Source records:
|---|

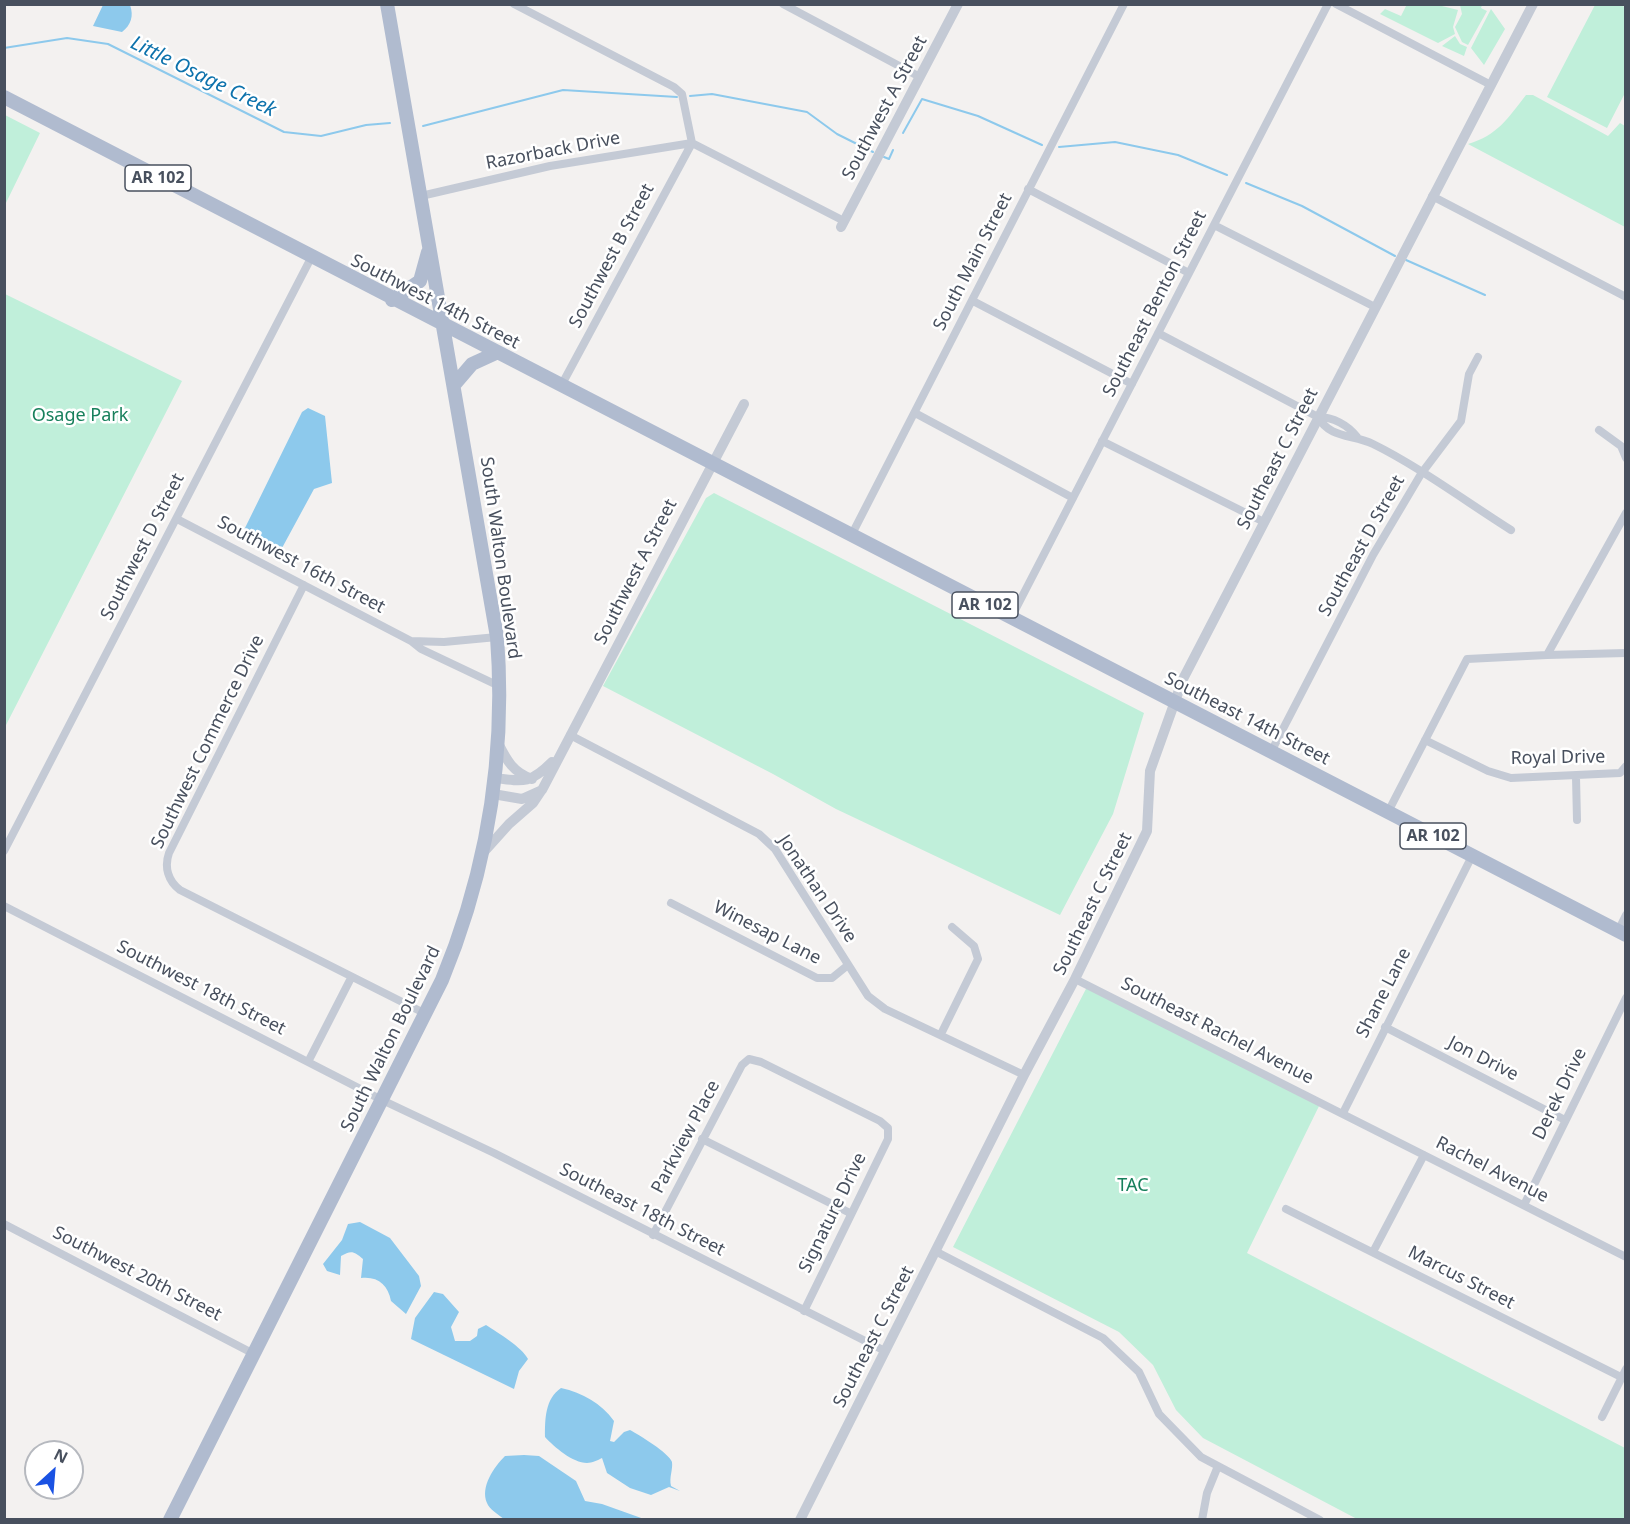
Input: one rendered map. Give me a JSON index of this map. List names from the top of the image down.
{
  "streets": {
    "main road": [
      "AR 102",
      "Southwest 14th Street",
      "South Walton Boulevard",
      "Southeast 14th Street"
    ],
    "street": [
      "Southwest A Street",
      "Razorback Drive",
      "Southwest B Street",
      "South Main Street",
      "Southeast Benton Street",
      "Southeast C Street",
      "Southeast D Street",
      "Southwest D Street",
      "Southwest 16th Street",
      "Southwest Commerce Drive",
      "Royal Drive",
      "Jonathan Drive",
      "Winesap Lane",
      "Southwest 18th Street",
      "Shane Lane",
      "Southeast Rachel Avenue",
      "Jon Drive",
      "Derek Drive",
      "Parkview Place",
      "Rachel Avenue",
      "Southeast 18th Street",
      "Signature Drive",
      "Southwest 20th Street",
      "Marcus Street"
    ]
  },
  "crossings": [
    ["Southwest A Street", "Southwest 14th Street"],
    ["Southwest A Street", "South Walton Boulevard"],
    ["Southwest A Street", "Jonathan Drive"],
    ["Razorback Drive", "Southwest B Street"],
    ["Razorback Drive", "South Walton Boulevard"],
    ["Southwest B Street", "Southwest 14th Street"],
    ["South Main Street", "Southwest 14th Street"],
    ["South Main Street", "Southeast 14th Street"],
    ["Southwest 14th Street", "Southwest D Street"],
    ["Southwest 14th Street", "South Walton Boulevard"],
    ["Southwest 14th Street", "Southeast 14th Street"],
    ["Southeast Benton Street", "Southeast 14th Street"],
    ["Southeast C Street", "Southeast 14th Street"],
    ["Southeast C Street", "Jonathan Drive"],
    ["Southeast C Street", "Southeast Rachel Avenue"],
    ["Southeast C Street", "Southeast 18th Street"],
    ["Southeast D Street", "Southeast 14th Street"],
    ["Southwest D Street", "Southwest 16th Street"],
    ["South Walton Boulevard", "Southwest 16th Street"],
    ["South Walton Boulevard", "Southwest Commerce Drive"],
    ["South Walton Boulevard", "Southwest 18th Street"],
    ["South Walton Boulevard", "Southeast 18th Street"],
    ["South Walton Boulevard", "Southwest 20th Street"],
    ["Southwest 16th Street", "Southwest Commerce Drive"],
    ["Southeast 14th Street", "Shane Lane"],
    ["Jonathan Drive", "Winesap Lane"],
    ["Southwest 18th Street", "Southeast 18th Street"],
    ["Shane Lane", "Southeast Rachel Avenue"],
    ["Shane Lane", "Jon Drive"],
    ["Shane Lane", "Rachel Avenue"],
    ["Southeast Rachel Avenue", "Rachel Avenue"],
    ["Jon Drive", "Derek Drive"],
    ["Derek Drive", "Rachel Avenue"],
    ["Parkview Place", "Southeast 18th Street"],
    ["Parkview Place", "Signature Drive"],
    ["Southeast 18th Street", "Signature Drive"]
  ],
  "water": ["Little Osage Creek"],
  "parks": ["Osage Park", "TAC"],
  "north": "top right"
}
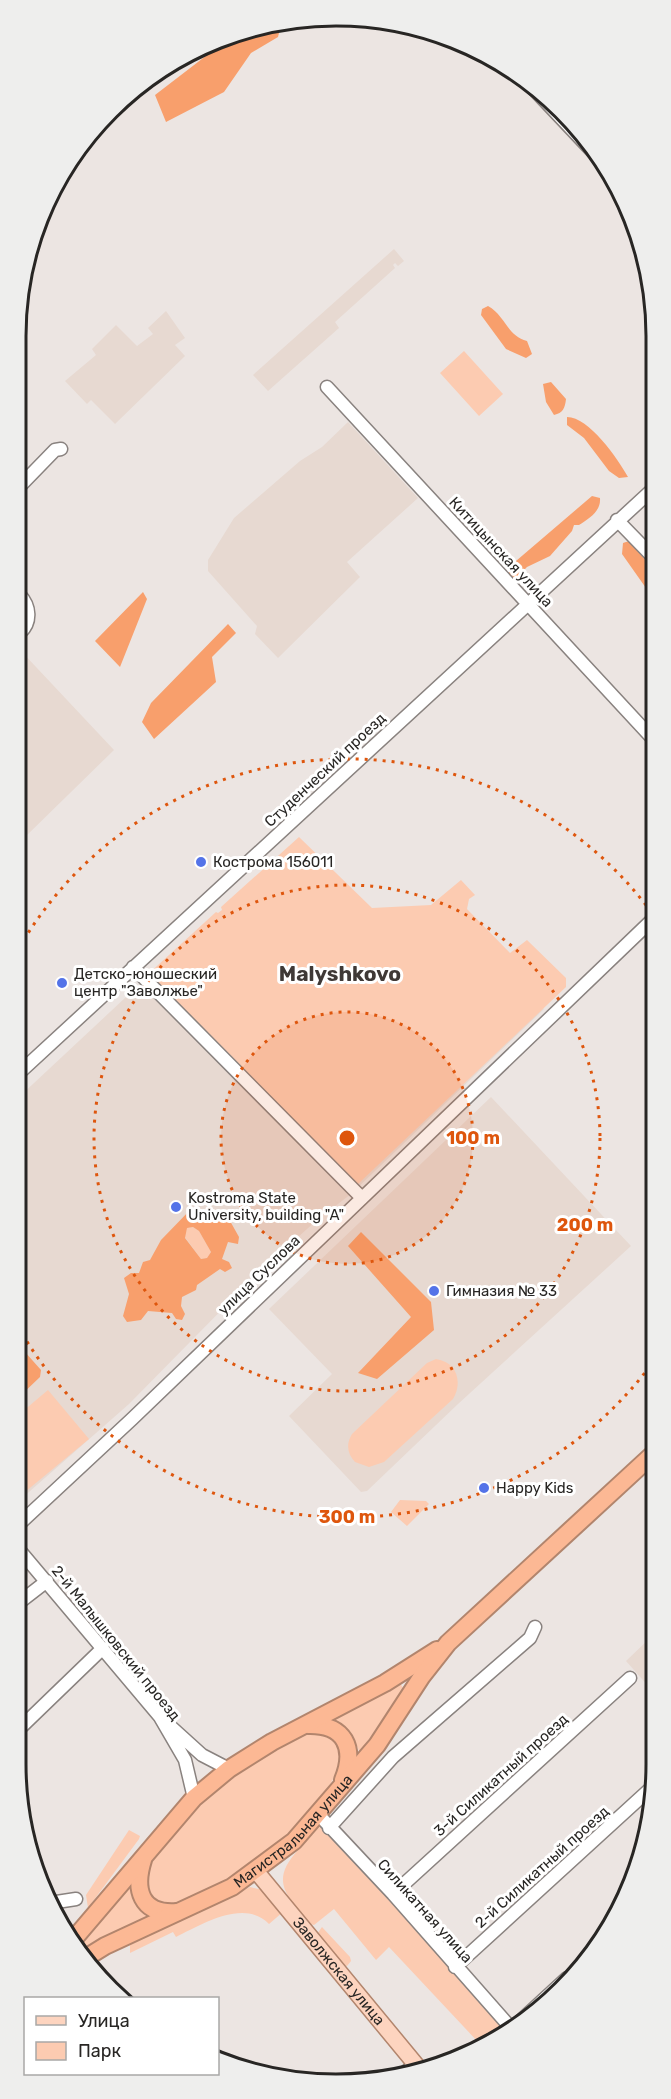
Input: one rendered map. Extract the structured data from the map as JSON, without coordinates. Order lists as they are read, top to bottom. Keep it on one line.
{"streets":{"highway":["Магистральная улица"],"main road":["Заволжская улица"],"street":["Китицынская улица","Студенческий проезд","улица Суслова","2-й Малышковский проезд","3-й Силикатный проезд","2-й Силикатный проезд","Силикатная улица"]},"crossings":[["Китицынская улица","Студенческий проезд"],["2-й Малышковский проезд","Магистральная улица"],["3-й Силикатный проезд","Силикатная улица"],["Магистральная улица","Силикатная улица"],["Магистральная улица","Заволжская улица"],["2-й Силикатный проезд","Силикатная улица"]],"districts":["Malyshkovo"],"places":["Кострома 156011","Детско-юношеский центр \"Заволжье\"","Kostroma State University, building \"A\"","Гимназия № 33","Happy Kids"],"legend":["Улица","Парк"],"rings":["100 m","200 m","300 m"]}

|---|

Activity: Line by line, retype the records above exactly, minus the images.

Exercise solution:
Input: one rendered map. Give me a JSON index of this map. List names from the top of the image down.
{
  "streets": {
    "main road": [
      "AR 102",
      "Southwest 14th Street",
      "South Walton Boulevard",
      "Southeast 14th Street"
    ],
    "street": [
      "Southwest A Street",
      "Razorback Drive",
      "Southwest B Street",
      "South Main Street",
      "Southeast Benton Street",
      "Southeast C Street",
      "Southeast D Street",
      "Southwest D Street",
      "Southwest 16th Street",
      "Southwest Commerce Drive",
      "Royal Drive",
      "Jonathan Drive",
      "Winesap Lane",
      "Southwest 18th Street",
      "Shane Lane",
      "Southeast Rachel Avenue",
      "Jon Drive",
      "Derek Drive",
      "Parkview Place",
      "Rachel Avenue",
      "Southeast 18th Street",
      "Signature Drive",
      "Southwest 20th Street",
      "Marcus Street"
    ]
  },
  "crossings": [
    ["Southwest A Street", "Southwest 14th Street"],
    ["Southwest A Street", "South Walton Boulevard"],
    ["Southwest A Street", "Jonathan Drive"],
    ["Razorback Drive", "Southwest B Street"],
    ["Razorback Drive", "South Walton Boulevard"],
    ["Southwest B Street", "Southwest 14th Street"],
    ["South Main Street", "Southwest 14th Street"],
    ["South Main Street", "Southeast 14th Street"],
    ["Southwest 14th Street", "Southwest D Street"],
    ["Southwest 14th Street", "South Walton Boulevard"],
    ["Southwest 14th Street", "Southeast 14th Street"],
    ["Southeast Benton Street", "Southeast 14th Street"],
    ["Southeast C Street", "Southeast 14th Street"],
    ["Southeast C Street", "Jonathan Drive"],
    ["Southeast C Street", "Southeast Rachel Avenue"],
    ["Southeast C Street", "Southeast 18th Street"],
    ["Southeast D Street", "Southeast 14th Street"],
    ["Southwest D Street", "Southwest 16th Street"],
    ["South Walton Boulevard", "Southwest 16th Street"],
    ["South Walton Boulevard", "Southwest Commerce Drive"],
    ["South Walton Boulevard", "Southwest 18th Street"],
    ["South Walton Boulevard", "Southeast 18th Street"],
    ["South Walton Boulevard", "Southwest 20th Street"],
    ["Southwest 16th Street", "Southwest Commerce Drive"],
    ["Southeast 14th Street", "Shane Lane"],
    ["Jonathan Drive", "Winesap Lane"],
    ["Southwest 18th Street", "Southeast 18th Street"],
    ["Shane Lane", "Southeast Rachel Avenue"],
    ["Shane Lane", "Jon Drive"],
    ["Shane Lane", "Rachel Avenue"],
    ["Southeast Rachel Avenue", "Rachel Avenue"],
    ["Jon Drive", "Derek Drive"],
    ["Derek Drive", "Rachel Avenue"],
    ["Parkview Place", "Southeast 18th Street"],
    ["Parkview Place", "Signature Drive"],
    ["Southeast 18th Street", "Signature Drive"]
  ],
  "water": ["Little Osage Creek"],
  "parks": ["Osage Park", "TAC"],
  "north": "top right"
}
Input: one rendered map. Extract the structured data from the map as JSON, without coordinates. Order lists as they are read, top to bottom. Keep it on one line.
{"streets":{"highway":["Магистральная улица"],"main road":["Заволжская улица"],"street":["Китицынская улица","Студенческий проезд","улица Суслова","2-й Малышковский проезд","3-й Силикатный проезд","2-й Силикатный проезд","Силикатная улица"]},"crossings":[["Китицынская улица","Студенческий проезд"],["2-й Малышковский проезд","Магистральная улица"],["3-й Силикатный проезд","Силикатная улица"],["Магистральная улица","Силикатная улица"],["Магистральная улица","Заволжская улица"],["2-й Силикатный проезд","Силикатная улица"]],"districts":["Malyshkovo"],"places":["Кострома 156011","Детско-юношеский центр \"Заволжье\"","Kostroma State University, building \"A\"","Гимназия № 33","Happy Kids"],"legend":["Улица","Парк"],"rings":["100 m","200 m","300 m"]}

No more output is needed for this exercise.